Quinn Pendleton, from Washington, CT, attended her first summer program when she was 13. She spent subsequent summers at Boston Ballet, the Washington Ballet and the Nutmeg Conservatory for the Arts, and at 17 moved to Germany to dance with Staatsballett Berlin.
“Every year I got a little more used to going away,” says Pendleton, who’s now with Les Ballets de Monte-Carlo in Monaco. “While the idea of being alone was daunting at first, it’s easier to talk to new people when you aren’t with people you know. I still missed home, but I had fun with new friends, and I didn’t feel as homesick.”
If you’re worried that you’ll have a hard time being away from home this summer, whether it’s for a week-long workshop or a six-week intensive, try these strategies to get the most out of your summer studies.
1. Don’t worry. Homesickness is common, especially if you haven’t been away from home before. “Most summer students are homesick for the first 24 to 48 hours,” says Jennifer Wesling, dean of students at Interlochen Center for the Arts in Interlochen, MI. It’s normal to feel sad after mom and dad drive away, so don’t feel bad about the emotions you’re experiencing.

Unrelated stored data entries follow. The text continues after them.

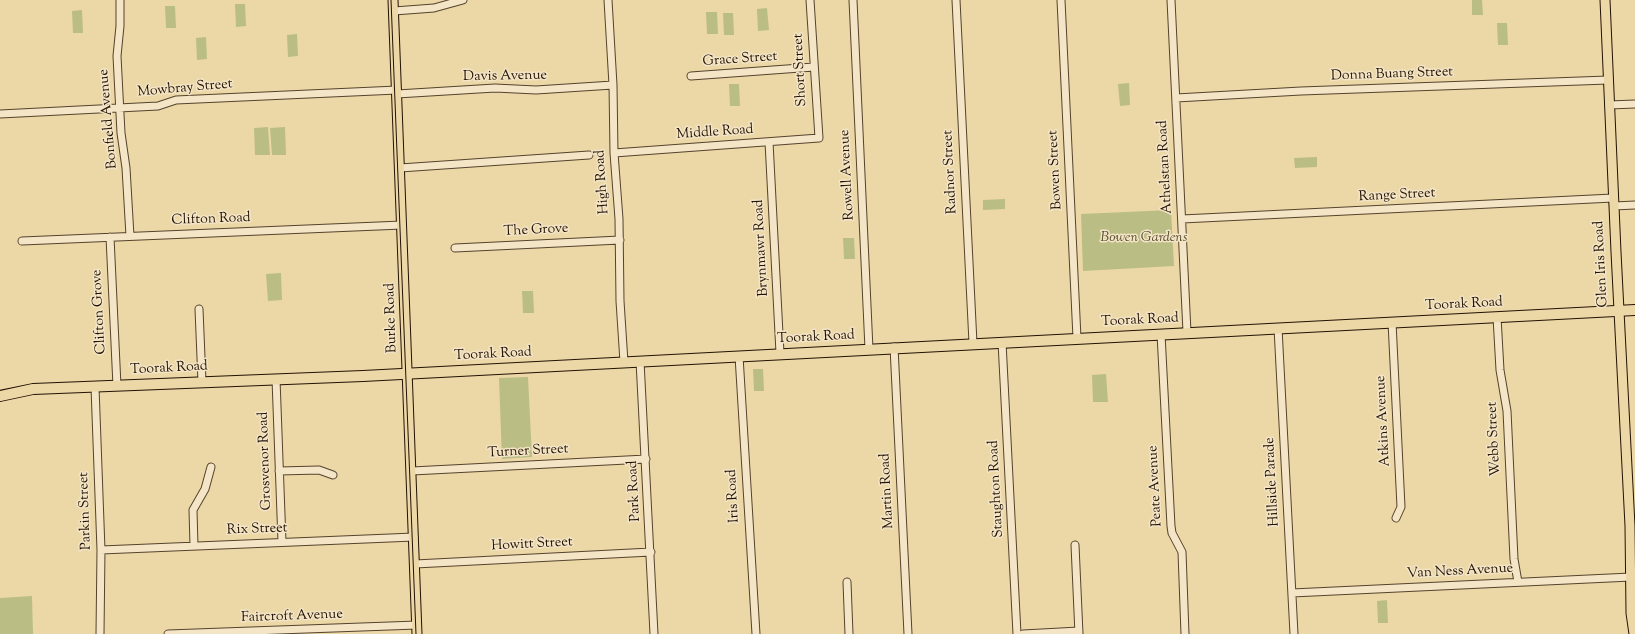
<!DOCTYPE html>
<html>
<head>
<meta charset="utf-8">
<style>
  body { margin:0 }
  canvas { display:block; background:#ecd7a7 }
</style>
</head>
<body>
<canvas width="1635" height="634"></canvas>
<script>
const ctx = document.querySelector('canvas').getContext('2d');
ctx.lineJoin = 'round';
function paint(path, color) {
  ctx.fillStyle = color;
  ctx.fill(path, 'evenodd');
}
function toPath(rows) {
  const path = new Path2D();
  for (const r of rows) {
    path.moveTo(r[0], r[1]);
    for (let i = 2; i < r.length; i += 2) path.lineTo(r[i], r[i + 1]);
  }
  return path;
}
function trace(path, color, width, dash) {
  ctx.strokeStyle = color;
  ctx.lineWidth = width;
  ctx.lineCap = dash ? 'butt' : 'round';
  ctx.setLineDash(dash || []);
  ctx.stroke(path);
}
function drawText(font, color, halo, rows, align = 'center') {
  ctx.font = font + ' "Sorts Mill Goudy",serif';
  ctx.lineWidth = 3;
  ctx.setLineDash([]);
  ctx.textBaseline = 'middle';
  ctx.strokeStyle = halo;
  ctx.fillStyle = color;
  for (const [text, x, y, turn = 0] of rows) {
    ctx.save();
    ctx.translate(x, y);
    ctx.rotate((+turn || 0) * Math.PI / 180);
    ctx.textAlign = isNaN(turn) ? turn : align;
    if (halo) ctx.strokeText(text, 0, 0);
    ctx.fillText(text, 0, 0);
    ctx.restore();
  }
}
paint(toPath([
  [1472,0,1482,0,1483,15,1472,15],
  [235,4,245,4,246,26,236,27],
  [165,6,175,6,176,28,166,28],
  [767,8,769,30,758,31,757,9],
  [82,10,83,33,73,33,72,11],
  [706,12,717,12,718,34,707,34],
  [723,13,733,13,734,35,724,35],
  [1497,23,1507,23,1508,45,1498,45],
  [297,34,298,56,288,57,287,35],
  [206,37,207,59,197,60,196,38],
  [1129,83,1130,105,1120,106,1118,84],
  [729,84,739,84,740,106,730,106],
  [268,127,270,155,255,155,254,128],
  [285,127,286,155,272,155,270,128],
  [1317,157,1317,167,1295,168,1294,158],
  [1005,199,1005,209,983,210,983,200],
  [1171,210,1174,266,1083,271,1081,214],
  [843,238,854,238,855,259,844,259],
  [281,273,282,300,268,301,266,274],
  [522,291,533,291,534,313,523,313],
  [753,369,763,369,764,391,754,391],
  [1106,374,1108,402,1093,402,1092,375],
  [528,377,532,457,502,459,499,378],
  [32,596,33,634,0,634,0,598],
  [1387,600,1388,623,1378,623,1377,601]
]), '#babe85');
const minor = toPath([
  [120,0,120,26,117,56,121,133,126,168,130,236],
  [608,0,613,85,614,153,619,219,620,301,624,362],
  [853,0,869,349],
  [956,0,973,343],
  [1061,0,1077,338],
  [1171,0,1187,332],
  [394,11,434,8,463,0],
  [691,76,814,67],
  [397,94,495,88,536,90,613,85],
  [1176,98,1301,91,1608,80],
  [1609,105,1635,104],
  [0,114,158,106,176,100,397,90],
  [769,142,780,353],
  [614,153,819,138,810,0],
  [400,168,589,155],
  [1614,206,1635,205],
  [1182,219,1613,198],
  [110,237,117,386],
  [22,241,402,225],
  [455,248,620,240],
  [199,309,202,382],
  [1497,317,1500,370,1507,411,1514,559,1518,582],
  [1392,322,1401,507,1396,518],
  [1278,328,1294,634],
  [1161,334,1171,526,1172,533,1182,552,1185,634],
  [1002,342,1017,634],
  [894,347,908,634],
  [739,356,756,634],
  [640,361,654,634],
  [276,379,282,542],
  [95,387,101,550,100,634],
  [279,471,319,470,333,475],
  [412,471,646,459],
  [1075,545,1079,634],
  [194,546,193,510,205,489,211,467],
  [101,550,414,537],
  [415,564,651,552],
  [847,582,849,634],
  [1292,593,1631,577],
  [168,634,417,625],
  [1023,634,1079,631]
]);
const major = toPath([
  [393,0,417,634],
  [1605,0,1616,252,1630,526,1631,613,1634,634]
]);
const highway = toPath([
  [0,396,33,389,363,376,1635,310]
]);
trace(minor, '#55432c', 9);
trace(major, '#231203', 11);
trace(highway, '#231203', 12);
trace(minor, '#f3e5c6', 7);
trace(major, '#ecd7a7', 9);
trace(highway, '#ecd7a7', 10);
trace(toPath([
  [391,0,416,634]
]), '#231203', 1);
drawText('14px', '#231203', '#f3e5c6', [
  ["Grace Street",740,60,-4],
  ["Short Street",801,70,-93],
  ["Donna Buang Street",1392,75,-2],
  ["Davis Avenue",505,77,-1],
  ["Mowbray Street",185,89,-5],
  ["Bonfield Avenue",109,119,-95],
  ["Middle Road",715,133,-4],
  ["Athelstan Road",1166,167,-93],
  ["Bowen Street",1056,170,-93],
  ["Radnor Street",951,172,-93],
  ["Rowell Avenue",848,175,-93],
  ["High Road",603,182,-94],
  ["Range Street",1397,196,-3],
  ["Clifton Road",211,220,-2],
  ["The Grove",536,231,-3],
  ["Brynmawr Road",762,248,-93],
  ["Glen Iris Road",1602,264,-93],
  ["Toorak Road",1464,305,-3],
  ["Clifton Grove",100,312,-93],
  ["Burke Road",392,318,-92],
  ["Toorak Road",1140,321,-3],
  ["Toorak Road",816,338,-3],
  ["Toorak Road",493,355,-3],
  ["Toorak Road",169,369,-3],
  ["Atkins Avenue",1384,421,-93],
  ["Webb Street",1495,439,-93],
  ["Turner Street",528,452,-3],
  ["Grosvenor Road",266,461,-92],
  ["Hillside Parade",1273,482,-93],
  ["Peate Avenue",1156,486,-93],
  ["Staughton Road",997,489,-93],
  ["Park Road",635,491,-93],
  ["Martin Road",888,491,-93],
  ["Iris Road",734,496,-93],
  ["Parkin Street",86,511,-92],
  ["Rix Street",257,530,-2],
  ["Howitt Street",532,545,-3],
  ["Van Ness Avenue",1460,572,-3],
  ["Faircroft Avenue",292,617,-2]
]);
drawText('italic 14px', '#584e30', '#f3e5c6', [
  ["Bowen Gardens",1144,239]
]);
</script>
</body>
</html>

2. Introduce yourself. If you’re nervous about putting yourself out there, just remember: You aren’t the only one who doesn’t know anybody. “Often, it’s like everyone is waiting for one person to make the first move,” says Kelly Novitski, director of student life at the School of Am
erican Ballet in NYC. There’s lots to talk about besides dance—books, music, movies—so try whatever it takes to get people talking.
3. Be a social butterfly. “In dance class, you don’t get to talk much,” explains Novitski. That’s why many summer intensives offer activities—ice cream socials, field trips, movie nights—to help students get to know each other. Take advantage of them! You’ll feel better overall if you’re not just sitting in your room. “The busier you are, be it shopping or exploring,” Pendleton says, “the less time you spend missing home.”
4. Talk to an adult. You haven’t clicked with your roommates or classmates, and you’re too shy to go to social events alone. What’s your next step? Tell a counselor or staffer how you’re feeling. He or she can offer words of wisdom and connect you with other dancers who might be feeling the same way.
5. Bring home with you. Pack pictures and small items that will remind you of home and loved ones. Mementos, from a stuffed animal to a music mix made by a friend, can comfort you when you’re feeling down. There’s another perk, too: Items from home can be conversation starters for you and your new friends.
6. Weigh the benefits. Consider what you’re getting. “We ask students, ‘If you were at home right now, what would you be missing by not being here?’” Wesling says. “You’d miss dance classes, meeting new friends, performances—try to look forward rather than longing for home.”
7. Keep in touch. Write letters. Send e-mails. Call home. But try not to spend the entire conversation asking about what you’re missing. Instead, share the new memories you’re making, Novitski says. “By telling others about your experience, you can remind yourself that you’re having a good time!”
“Summer study prepared me for getting used to a new environment as a professional,” Pendleton says. However, if you do experience homesickness, remember that it gets better with time. “Now I think of home as a place to go on vacations, not where I actually live,” Pendleton says. “That’s just a part of growing up!”